Sometimes what we see as a problem is really the flip side, or what psychologists call the “shadow side,” of a strength.10 In those situations, we need to help our kids learn new ways to regulate or express their strengths:
Mia asks questions incessantly. It can be exhausting. While I want her to learn, grow in wisdom, and always be curious, at times I just want some peace and quiet! I have been speaking to Mia about how much I love her curiosity and the way she is interested in so many things. I suggested to her that it would also be good to be curious in other ways—without talking. She could be curious about people and what is around her. Together we have worked on showing curiosity about people’s body language, i.e., how to tell when someone is looking distracted or, let’s face it, getting annoyed with all the questions.
Mia now sees that her curiosity about people and their body language could help her to know when it is a good time to ask questions and when it is best to stay quiet.

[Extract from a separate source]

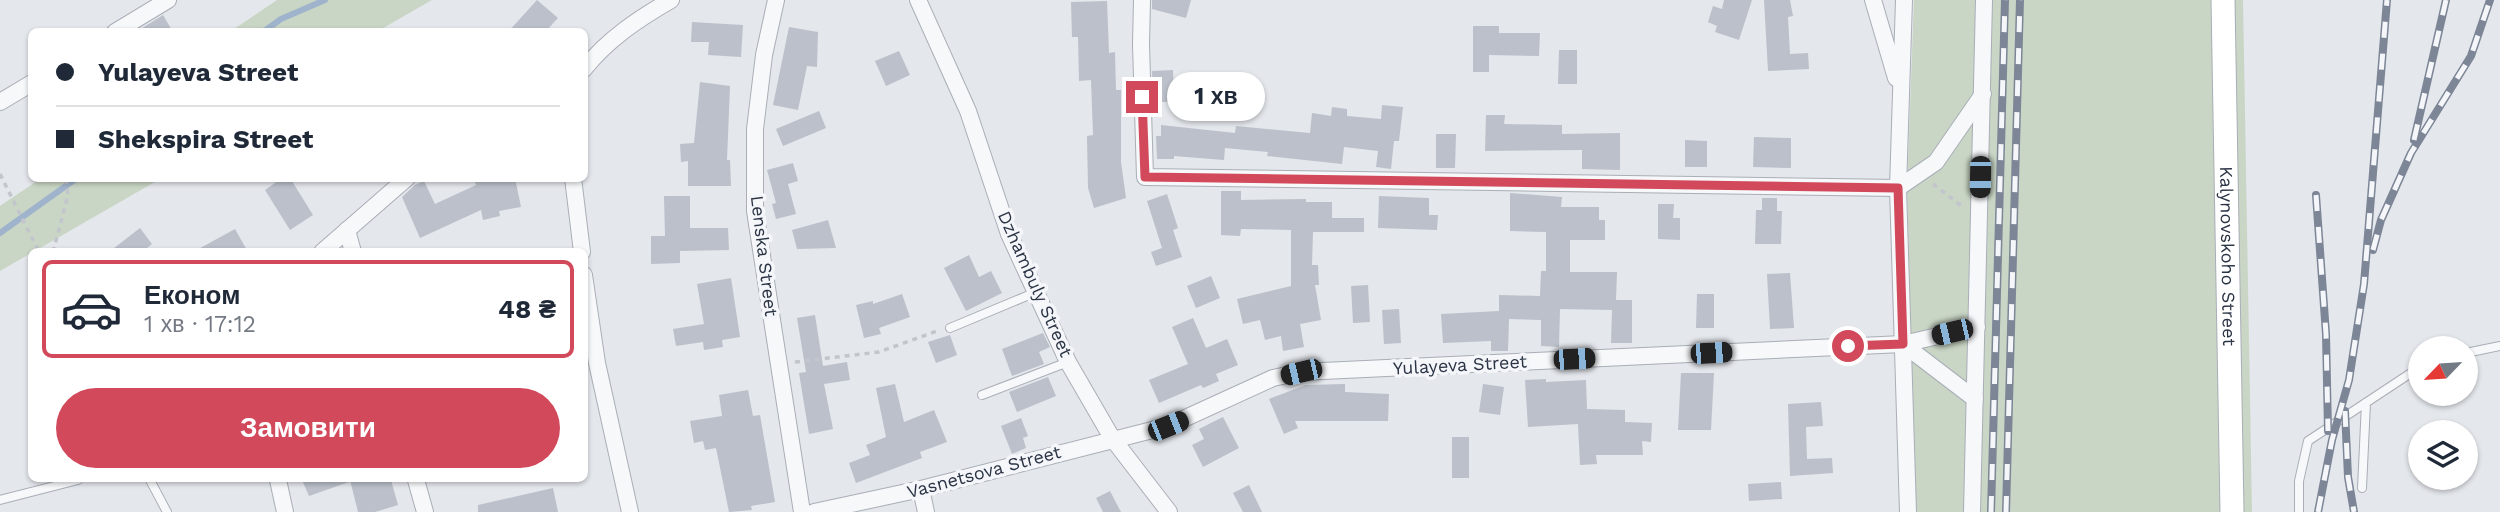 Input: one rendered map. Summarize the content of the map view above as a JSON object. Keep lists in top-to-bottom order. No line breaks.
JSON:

When it isn’t a good time, she chooses to feed her curiosity in other ways, using her other senses. This has helped her to become more aware and know when quiet is required.
Even what we might consider highly challenging behavior might be better handled if we can flip our view to see it through a strength lens, as this teacher discovered:
I thought I knew my eleventh graders pretty well—I had known them for their entire lives at school and taught some of them at some stage. However, talking with them about their strengths surveys allowed me to see them in different ways. For example, we teachers often found one girl challenging. She would do anything to get out of things she didn’t want to do, and her mom backed her up all the way, which was frustrating. She always questioned things, challenged school rules, asked why she had to do things, et cetera. She wasn’t nasty, just obstructive and needed careful handling, otherwise she could get very argumentative and sometimes rude.

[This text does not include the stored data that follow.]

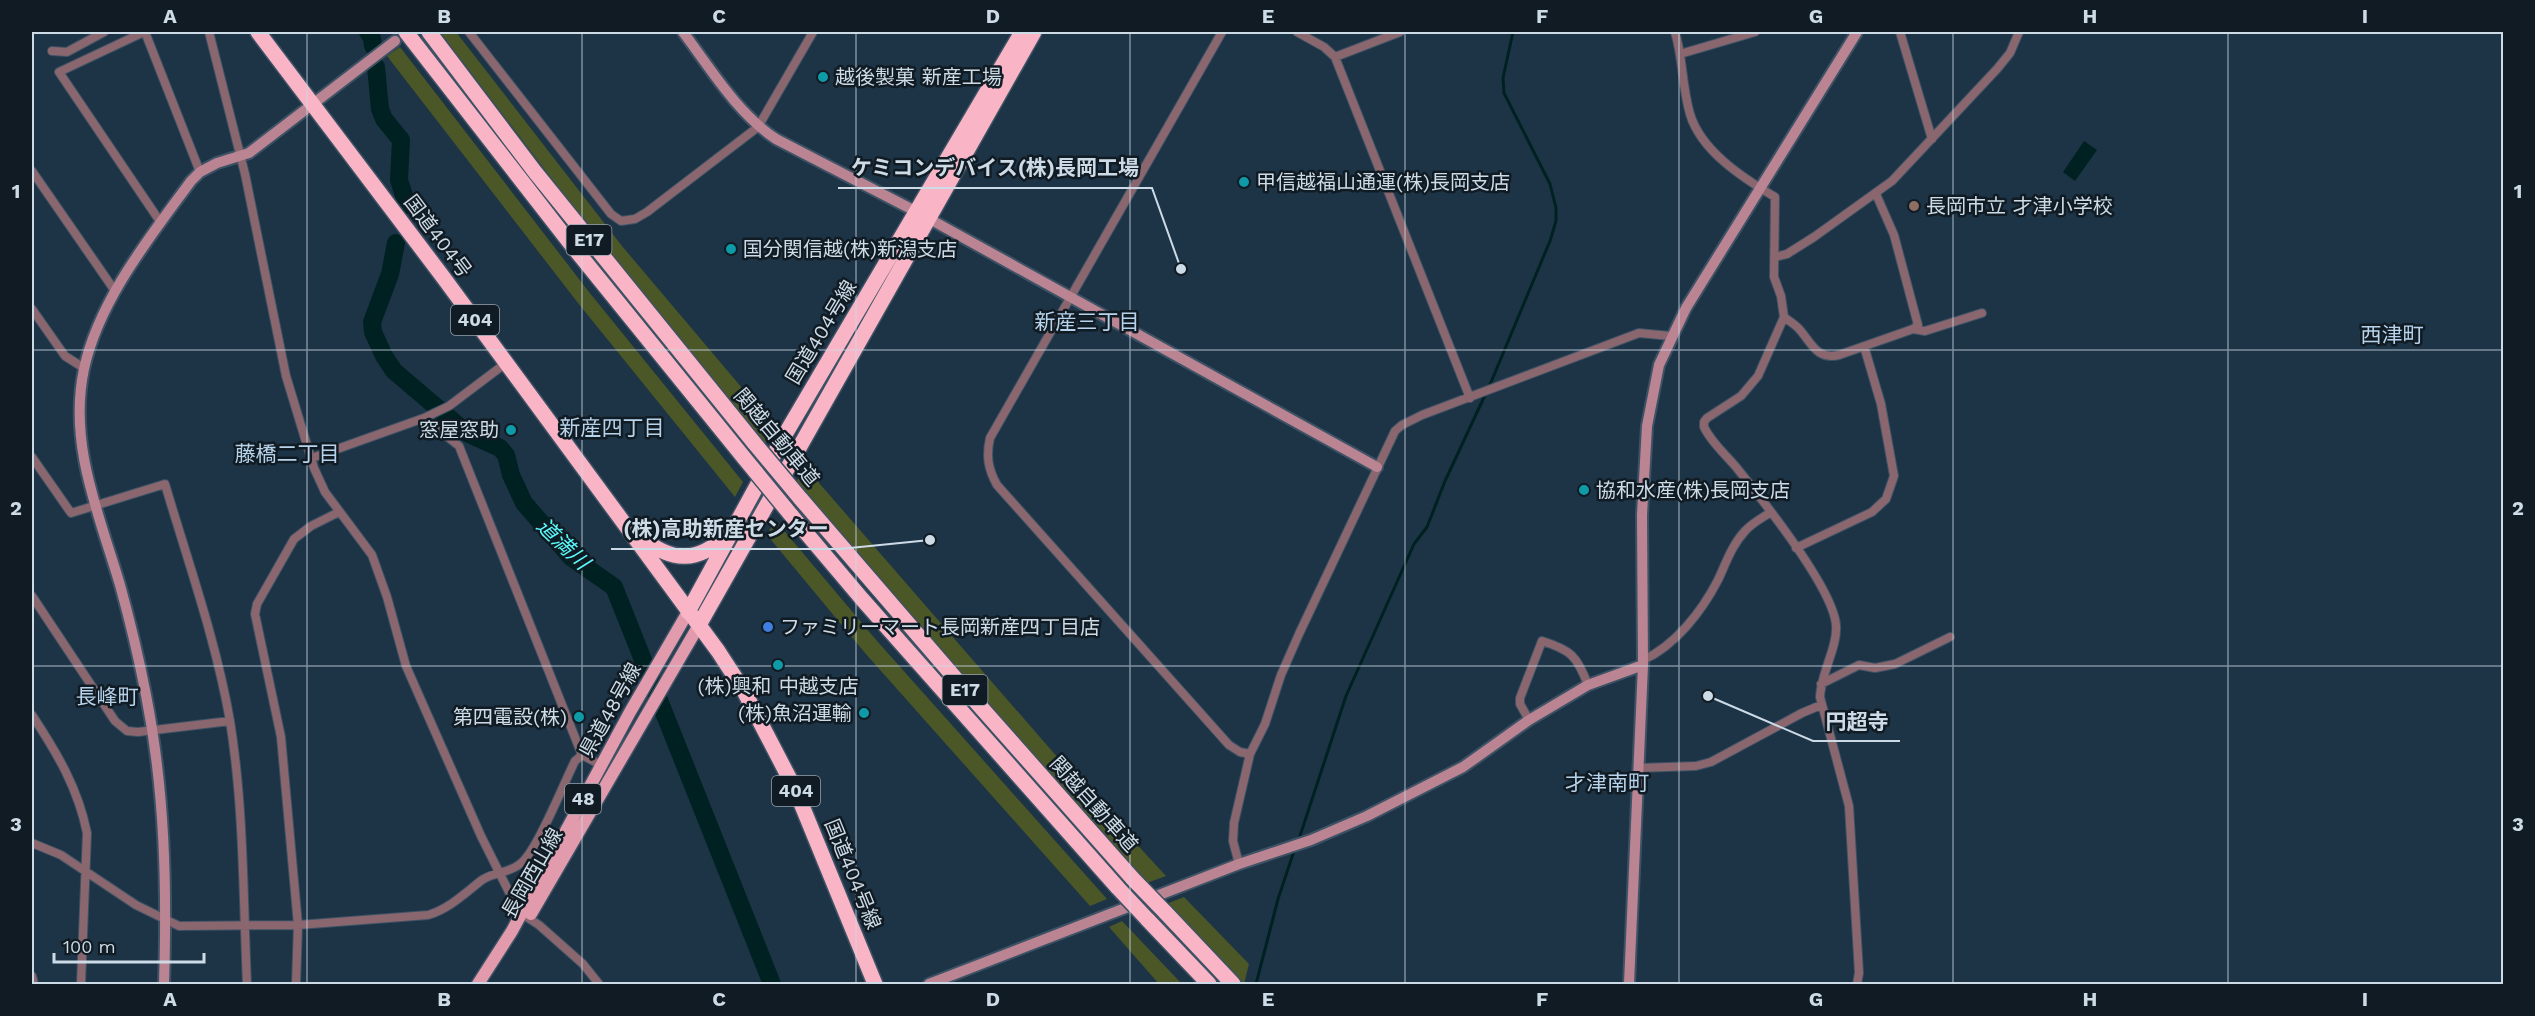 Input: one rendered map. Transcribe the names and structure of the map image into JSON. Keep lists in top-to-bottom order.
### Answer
{
  "streets": {
    "highway": [
      "国道404号",
      "E17",
      "404",
      "国道404号線",
      "関越自動車道"
    ],
    "main road": ["県道48号線", "48", "長岡西山線"]
  },
  "crossings": [
    ["国道404号", "国道404号線"],
    ["国道404号", "県道48号線"],
    ["国道404号線", "県道48号線"],
    ["国道404号線", "長岡西山線"],
    ["県道48号線", "長岡西山線"]
  ],
  "districts": [
    "新産三丁目",
    "西津町",
    "新産四丁目",
    "藤橋二丁目",
    "長峰町",
    "才津南町"
  ],
  "water": ["道満川"],
  "places": [
    "越後製菓 新産工場",
    "甲信越福山通運(株)長岡支店",
    "長岡市立 才津小学校",
    "国分関信越(株)新潟支店",
    "ケミコンデバイス(株)長岡工場",
    "窓屋窓助",
    "協和水産(株)長岡支店",
    "(株)高助新産センター",
    "ファミリーマート長岡新産四丁目店",
    "(株)興和 中越支店",
    "円超寺",
    "(株)魚沼運輸",
    "第四電設(株)"
  ],
  "scale_bar": "100 m",
  "grid": {
    "columns": [
      "A",
      "B",
      "C",
      "D",
      "E",
      "F",
      "G",
      "H",
      "I"
    ],
    "rows": ["1", "2", "3"]
  }
}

But looking at her strengths and discussing them with her enabled me to understand where she was coming from, and to have a conversation about some of the things that had gotten in the way of our relationship. Her top strength, by far, was curiosity. Her second was fairness. Her third was honesty. She wasn’t challenging; she was curious. She wasn’t obstructionist; she was honest. If she felt she, and other students, weren’t being treated fairly, she was going to tell us!
It was as if scales had dropped from my eyes. In our conversation, I could also express my frustration that she got out of things by using notes from home and how I felt that wasn’t fair. She took that on board and, honestly, it hasn’t happened since.

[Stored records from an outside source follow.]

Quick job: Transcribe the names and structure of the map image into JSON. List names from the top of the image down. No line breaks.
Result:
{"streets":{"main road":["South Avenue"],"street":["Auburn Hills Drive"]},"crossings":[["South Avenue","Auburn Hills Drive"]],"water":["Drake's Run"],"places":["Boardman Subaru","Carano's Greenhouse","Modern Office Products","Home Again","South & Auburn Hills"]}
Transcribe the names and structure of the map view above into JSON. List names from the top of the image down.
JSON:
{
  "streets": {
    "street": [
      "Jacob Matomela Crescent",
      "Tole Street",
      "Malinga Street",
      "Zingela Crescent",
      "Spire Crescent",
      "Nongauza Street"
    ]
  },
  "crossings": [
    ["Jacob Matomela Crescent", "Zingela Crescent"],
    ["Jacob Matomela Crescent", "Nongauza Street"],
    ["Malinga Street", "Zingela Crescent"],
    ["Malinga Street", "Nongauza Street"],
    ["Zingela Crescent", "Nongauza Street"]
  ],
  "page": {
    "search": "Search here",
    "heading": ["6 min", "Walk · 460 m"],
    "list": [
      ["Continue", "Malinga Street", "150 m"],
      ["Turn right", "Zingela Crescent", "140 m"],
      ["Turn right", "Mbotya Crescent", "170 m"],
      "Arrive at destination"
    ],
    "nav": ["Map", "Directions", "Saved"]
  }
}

Sometimes it’s our children who focus on the shadow side of their strengths and need our help to see themselves more positively:
Annalise was a little embarrassed at having appreciation of beauty and excellence as her top strength. She thought it sounded “flaky.” That changed in ninth grade, when the students were told they had to conduct research (including generating new data) and produce a “product” based on their findings.
Annalise was interested in the relationship between music and emotions. She developed a product called the “Positivity Playlist,” a playlist of ten songs she selected for their positive impact on mood. She surveyed students to identify what genres of music they listened to and then spent a lot of time assembling a playlist that met her criteria for genres, tempos, lyrics, and continuity within the playlist. She took a beautiful photo of yellow daisies for the playlist cover and used it as a brand image on all of her supporting materials, wrote an excellent report, and got an A for her efforts!
In talking about the experience with Annalise, I said that her strengths of appreciation of beauty and excellence and her creativity were evident in the originality of the idea and the care she put into getting just the right look and feel for the playlist and accompanying materials. Many students and teachers had commented on her creativity and attention to detail. She felt really proud of her work.
This very positive experience has led to some fantastic learning developments: This year she’s taking a course called History of Aesthetics and is loving it! She’s at the top of the class and was singled out for the quality of one of her essays. Her academic confidence is overflowing into other subjects, too. So many positives—and it started with honoring her strengths.
A blocked strength can cause a strong emotional response. When we can’t live in a way that feels authentic to us, it feels wrong and we get angry. How many of us have been hard to live with at home when we feel undervalued or underutilized at work?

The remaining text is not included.